富士北麓地域では、増えすぎたシカやイノシシが農林業に被害をもたらす「獣害」が問題となっている。これに対処するため、毎年県の管理計画に基づき狩猟が行われているが、捕獲されたシカやイノシシの大部分は破棄されている。星のや富士では、この問題に取り組む一環として、ジビエを使った食事を提供してきた。この背景から、自然との共生や命の尊さを感じてもらうための狩猟体験ツアーを企画した。
ツアーの特徴として、まず、狩猟体験を通じて命をいただくことへの理解を深めることが挙げられる。富士五湖周辺の森で行われるこの体験では、狩猟に精通した地元の猟師が案内役を務める。猟師はシカやイノシシの生態を熟知し、一連の狩猟プロセスを迅速かつ技術的に行うことが求められる。参加者は、猟師のこだわりを聞きながら狩猟の一連の流れを見学・体験し、命をジビエとして昇華させる過程を学ぶ。
新たに加わった「自然に触れる森歩き」は、狩猟体験前日に行われる。星のや富士の敷地内をグランピングマスターとともに散策し、動物たちの痕跡を見つけながら、自然と人間の共生を感じる時間を過ごす。夜には焚き火を囲み、自然の中で感じたことを振り返る時間も設けられている。

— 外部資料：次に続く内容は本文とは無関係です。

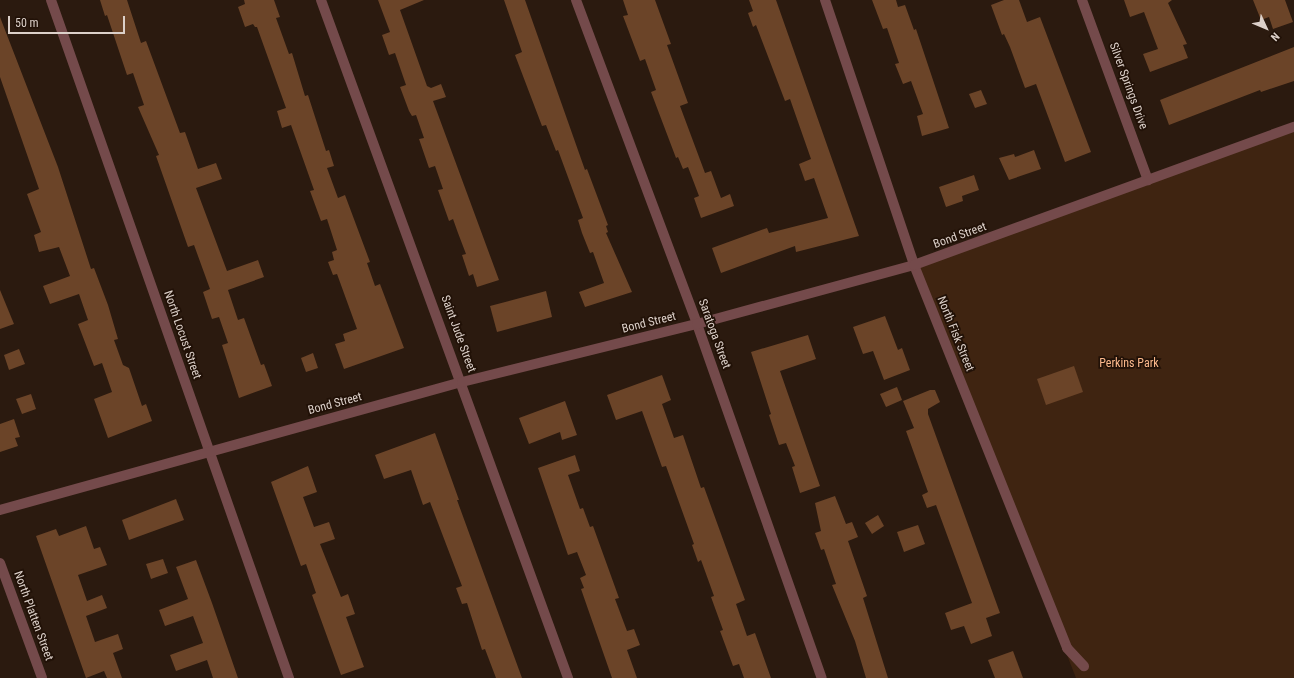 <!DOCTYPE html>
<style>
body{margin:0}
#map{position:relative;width:1294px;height:678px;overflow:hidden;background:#2b1a0f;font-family:"Roboto Condensed",sans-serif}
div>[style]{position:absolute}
.green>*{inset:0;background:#3f2411}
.building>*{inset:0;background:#6b4428}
.minor>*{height:10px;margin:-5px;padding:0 5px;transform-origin:5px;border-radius:5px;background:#744a4b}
span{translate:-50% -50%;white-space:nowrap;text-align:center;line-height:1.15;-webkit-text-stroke:3.5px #211107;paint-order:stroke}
.street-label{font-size:12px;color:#dcd0c9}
.park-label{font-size:12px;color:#fcb98c}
.north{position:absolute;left:1246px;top:8px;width:40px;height:40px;-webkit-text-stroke:3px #211107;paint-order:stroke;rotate:134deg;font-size:11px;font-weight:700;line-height:16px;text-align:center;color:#dcd0c9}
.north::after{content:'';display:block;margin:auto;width:14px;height:18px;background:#dcd0c9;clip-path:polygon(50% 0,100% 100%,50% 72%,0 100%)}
.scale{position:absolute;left:8px;top:16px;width:117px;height:18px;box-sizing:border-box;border:2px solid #dcd0c9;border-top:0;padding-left:5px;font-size:12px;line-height:14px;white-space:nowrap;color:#dcd0c9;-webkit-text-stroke:3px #211107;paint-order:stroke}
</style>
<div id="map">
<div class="green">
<i style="clip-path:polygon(1294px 128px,1294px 678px,1076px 678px,914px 265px)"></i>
</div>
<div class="building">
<i style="clip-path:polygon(100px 0,127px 0,141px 43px,146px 41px,180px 133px,185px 132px,198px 169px,216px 163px,222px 179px,196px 188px,227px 271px,258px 260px,264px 277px,228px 290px,238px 320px,244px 318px,261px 365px,264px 364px,272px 386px,239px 398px,222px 345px,228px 343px,219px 317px,212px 319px,203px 292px,210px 289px,194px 245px,188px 247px,156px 156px,159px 155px,138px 107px,144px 105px,133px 73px,127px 75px,107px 15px,105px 16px)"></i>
<i style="clip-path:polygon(244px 0,274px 0,280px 17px,276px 18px,289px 54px,292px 53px,305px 96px,308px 95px,326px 151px,329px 150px,334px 166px,327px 168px,338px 198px,345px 195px,370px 262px,367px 263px,375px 286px,380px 284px,404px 348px,344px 369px,335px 344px,345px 341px,343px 334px,357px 329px,337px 274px,333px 275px,328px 262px,334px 260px,332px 252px,337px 250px,327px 219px,321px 221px,310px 191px,314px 190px,291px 125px,282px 128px,277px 111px,286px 108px,257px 27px,255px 27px,253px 24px,245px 27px,238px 7px,245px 4px)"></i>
<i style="clip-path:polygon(378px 0,424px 0,400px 10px,427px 86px,431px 88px,441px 84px,446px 97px,433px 101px,499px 280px,477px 287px,473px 274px,469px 276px,462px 255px,466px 254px,458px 233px,453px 219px,449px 221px,438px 190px,443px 189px,435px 166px,429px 168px,419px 139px,424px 138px,416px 115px,412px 116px,409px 111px,400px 87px,406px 85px,395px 53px,389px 55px,382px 35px,390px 32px)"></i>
<i style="clip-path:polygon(504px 0,525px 0,585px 170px,587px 169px,608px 225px,606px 226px,608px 232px,606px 233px,632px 292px,585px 307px,579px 292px,604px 283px,593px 252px,590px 253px,582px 233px,578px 220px,583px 218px,558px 150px,556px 151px,546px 125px,542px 126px,515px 55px,522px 52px)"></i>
<i style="clip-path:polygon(623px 0,655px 0,671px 44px,667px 45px,688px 103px,680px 106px,705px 173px,711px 171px,721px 198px,730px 194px,734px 206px,701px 218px,694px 198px,699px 196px,688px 167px,683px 169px,678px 157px,676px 158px,651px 92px,656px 90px,645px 59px,640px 61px,623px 16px,628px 15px)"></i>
<i style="clip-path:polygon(749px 0,776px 0,859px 236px,796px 252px,795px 246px,721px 273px,712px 248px,767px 228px,769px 233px,828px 218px,814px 178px,805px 181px,799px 164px,811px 159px,790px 99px,785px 101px,756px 25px,753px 27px,748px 13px,753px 11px)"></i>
<i style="clip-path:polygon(872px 0,896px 0,898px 7px,905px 5px,914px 30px,916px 29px,949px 128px,922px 136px,917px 116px,923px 114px,911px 81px,903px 84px,895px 64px,899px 63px,887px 28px,883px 29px)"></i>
<i style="clip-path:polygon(1004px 0,1019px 0,1027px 22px,1040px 17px,1091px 152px,1065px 162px,1036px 84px,1025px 88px,1010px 47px,1004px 34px,1002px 35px,991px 5px)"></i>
<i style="clip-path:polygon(1124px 0,1172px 0,1168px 3px,1187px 44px,1183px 45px,1188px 58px,1150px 72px,1143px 54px,1158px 49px,1144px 12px,1130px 17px)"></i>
<i style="clip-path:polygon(1253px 0,1285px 0,1293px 22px,1273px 29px,1269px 17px,1261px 20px)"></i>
<i style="clip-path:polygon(0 17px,58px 167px,91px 269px,94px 268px,108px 305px,118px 339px,114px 340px,123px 365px,129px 368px,142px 406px,146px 404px,152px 421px,108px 438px,94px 399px,112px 392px,102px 363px,94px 366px,78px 324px,88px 320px,79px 294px,50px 304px,43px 286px,70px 276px,59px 247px,39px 252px,34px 235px,41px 232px,27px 194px,39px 189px,0 77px)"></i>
<i style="clip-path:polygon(1294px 47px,1294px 81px,1261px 92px,1260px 90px,1169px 125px,1160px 100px)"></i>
<i style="clip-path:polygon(981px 90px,987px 104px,975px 108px,969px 94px)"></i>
<i style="clip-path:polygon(1034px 150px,1041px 169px,1009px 180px,999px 158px,1014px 154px,1015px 157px)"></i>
<i style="clip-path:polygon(974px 175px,979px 190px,962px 196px,963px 201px,946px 207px,939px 187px)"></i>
<i style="clip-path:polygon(0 290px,14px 324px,0 329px)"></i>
<i style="clip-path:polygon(546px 291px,552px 317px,497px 332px,490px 306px)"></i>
<i style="clip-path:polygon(885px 316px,898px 350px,902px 348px,910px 370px,884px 380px,873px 351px,863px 354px,853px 327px)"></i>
<i style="clip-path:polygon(808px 335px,816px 359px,780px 371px,820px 486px,800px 493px,792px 467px,795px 466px,786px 443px,779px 445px,769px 415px,771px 414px,751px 352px)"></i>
<i style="clip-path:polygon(19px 349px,25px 364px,9px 370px,4px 355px)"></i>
<i style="clip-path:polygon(313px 353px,318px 368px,306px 372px,301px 358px)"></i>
<i style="clip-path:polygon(1074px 366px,1083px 392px,1046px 405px,1037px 379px)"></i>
<i style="clip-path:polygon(662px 375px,671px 400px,662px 404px,674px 438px,683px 435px,701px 488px,704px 487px,745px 600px,736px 604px,747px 636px,755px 633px,771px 678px,744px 678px,739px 664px,733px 666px,720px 631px,723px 630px,711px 597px,714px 596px,701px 560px,698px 562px,692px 545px,694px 544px,666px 466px,662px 467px,642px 411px,616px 420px,607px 395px)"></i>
<i style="clip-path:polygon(897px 387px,902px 400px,886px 407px,880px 394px)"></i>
<i style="clip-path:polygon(930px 390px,935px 390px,940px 402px,928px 409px,928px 414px,1000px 613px,986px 618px,992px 636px,971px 644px,964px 626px,951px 630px,945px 613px,972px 603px,936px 505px,927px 508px,922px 495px,928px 492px,906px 431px,914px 428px,903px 401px)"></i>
<i style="clip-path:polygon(31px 394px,36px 409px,22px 414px,16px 399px)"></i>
<i style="clip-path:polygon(565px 401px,577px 435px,562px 440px,560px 432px,529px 444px,519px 418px)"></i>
<i style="clip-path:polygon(14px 419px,20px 437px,15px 438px,18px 446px,0 452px,0 424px)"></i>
<i style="clip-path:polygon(435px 433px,459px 500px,457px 500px,522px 678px,496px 678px,485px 649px,482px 650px,467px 603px,462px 604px,456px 588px,462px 586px,430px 502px,423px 505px,411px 470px,384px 479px,375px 455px)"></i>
<i style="clip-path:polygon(575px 455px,580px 471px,568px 475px,580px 509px,583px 508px,590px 527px,593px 526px,619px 598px,615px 599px,627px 631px,634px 629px,640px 645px,627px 650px,637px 678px,612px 678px,581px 589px,584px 588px,580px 578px,586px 575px,577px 552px,568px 555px,538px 468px)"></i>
<i style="clip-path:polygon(308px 466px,317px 492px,303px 497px,314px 527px,329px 522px,335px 539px,320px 544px,341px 597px,348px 594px,355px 614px,346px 617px,364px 667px,341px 675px,312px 595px,316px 593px,306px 564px,301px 566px,271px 482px)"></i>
<i style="clip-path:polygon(835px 496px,846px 524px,852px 522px,858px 537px,848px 541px,867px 596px,863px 598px,888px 678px,866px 678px,855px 641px,832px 585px,836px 584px,824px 549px,821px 550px,815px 533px,821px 531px,815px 503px)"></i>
<i style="clip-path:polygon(176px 499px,184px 520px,129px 540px,122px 520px)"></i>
<i style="clip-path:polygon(878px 515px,884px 526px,872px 534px,865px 523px)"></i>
<i style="clip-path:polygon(918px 525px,925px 544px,904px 552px,897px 532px)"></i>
<i style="clip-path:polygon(86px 526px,94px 549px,100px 547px,107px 565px,78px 575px,87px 601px,102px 595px,107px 608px,86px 616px,95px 642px,118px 634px,123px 649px,113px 653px,122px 678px,107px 678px,104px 671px,86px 678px,36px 536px,56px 529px,59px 536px)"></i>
<i style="clip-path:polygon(163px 559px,168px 573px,151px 579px,146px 564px)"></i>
<i style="clip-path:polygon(196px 560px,212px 603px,238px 678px,213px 678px,207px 660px,176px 671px,170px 655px,203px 643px,193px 616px,165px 626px,159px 610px,188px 599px,176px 567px)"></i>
<i style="clip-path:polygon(1013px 651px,1023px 678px,995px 678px,988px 660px)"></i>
</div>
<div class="minor">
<i style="left:51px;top:0;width:719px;rotate:70.66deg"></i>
<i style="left:321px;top:0;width:722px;rotate:69.98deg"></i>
<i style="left:576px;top:0;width:346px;rotate:69.5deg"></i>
<i style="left:697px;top:324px;width:375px;rotate:70.6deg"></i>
<i style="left:825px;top:0;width:280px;rotate:71.4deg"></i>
<i style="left:914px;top:265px;width:412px;rotate:68.2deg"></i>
<i style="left:1067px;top:648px;width:25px;rotate:47deg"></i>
<i style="left:1082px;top:0;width:192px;rotate:69.9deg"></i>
<i style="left:0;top:510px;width:479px;rotate:-15.5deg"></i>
<i style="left:462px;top:382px;width:242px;rotate:-13.9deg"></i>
<i style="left:697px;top:324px;width:225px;rotate:-15.2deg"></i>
<i style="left:914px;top:265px;width:404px;rotate:-20deg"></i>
<i style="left:0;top:563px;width:122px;rotate:69.9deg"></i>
</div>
<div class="street-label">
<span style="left:1128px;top:86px;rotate:70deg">Silver Springs Drive</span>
<span style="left:960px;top:236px;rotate:-20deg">Bond Street</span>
<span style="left:649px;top:323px;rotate:-14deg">Bond Street</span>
<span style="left:458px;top:334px;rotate:70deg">Saint Jude Street</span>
<span style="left:714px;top:334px;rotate:70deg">Saratoga Street</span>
<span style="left:955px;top:334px;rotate:68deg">North Fisk Street</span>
<span style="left:182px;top:335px;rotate:71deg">North Locust Street</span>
<span style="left:335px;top:404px;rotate:-15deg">Bond Street</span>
<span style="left:33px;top:616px;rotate:70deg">North Platten Street</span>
</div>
<div class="park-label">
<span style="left:1129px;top:364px">Perkins Park</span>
</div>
<div class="north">N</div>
<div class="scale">50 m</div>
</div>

狩猟体験後の夕食は、鹿肉や猪肉を使った「ジビエディナー」である。このディナーは、富士山麓周辺で獲れたジビエを使ったコース料理で、アウトドア器具を使って仕上げる体験も含まれる。特に秋は脂を蓄えたシカやイノシシが美味しい時期であり、ジビエと茸を組み合わせた料理が提供される。
さらに、ツアーでは山梨の伝統工芸品「甲州印伝」の漆付け体験も行われる。甲州印伝は、鹿革に漆で文様をあしらったもので、約400年の歴史を持つ。参加者は、日本唯一の甲州印伝の伝統工芸士から漆付けを学び、完成品は後日自宅に届けられる。これにより、食材としてだけでなく、資源として命を無駄にしない方法も学ぶことができる。
「狩猟体験ツアー」は、2024年10月3日、10月17日、10月31日、11月28日、12月5日、12月12日の全6回開催され、2泊3日のプログラムとなる。料金は1名111,000円で、宿泊料は別途必要である。公式サイトで2週間前まで予約を受け付けている。
星のや富士の本取り組みは、SDGsの目標12「つくる責任 つかう責任」に寄与することを目指しており、地域の課題解決と持続可能な社会の実現に向けた活動を続けていく。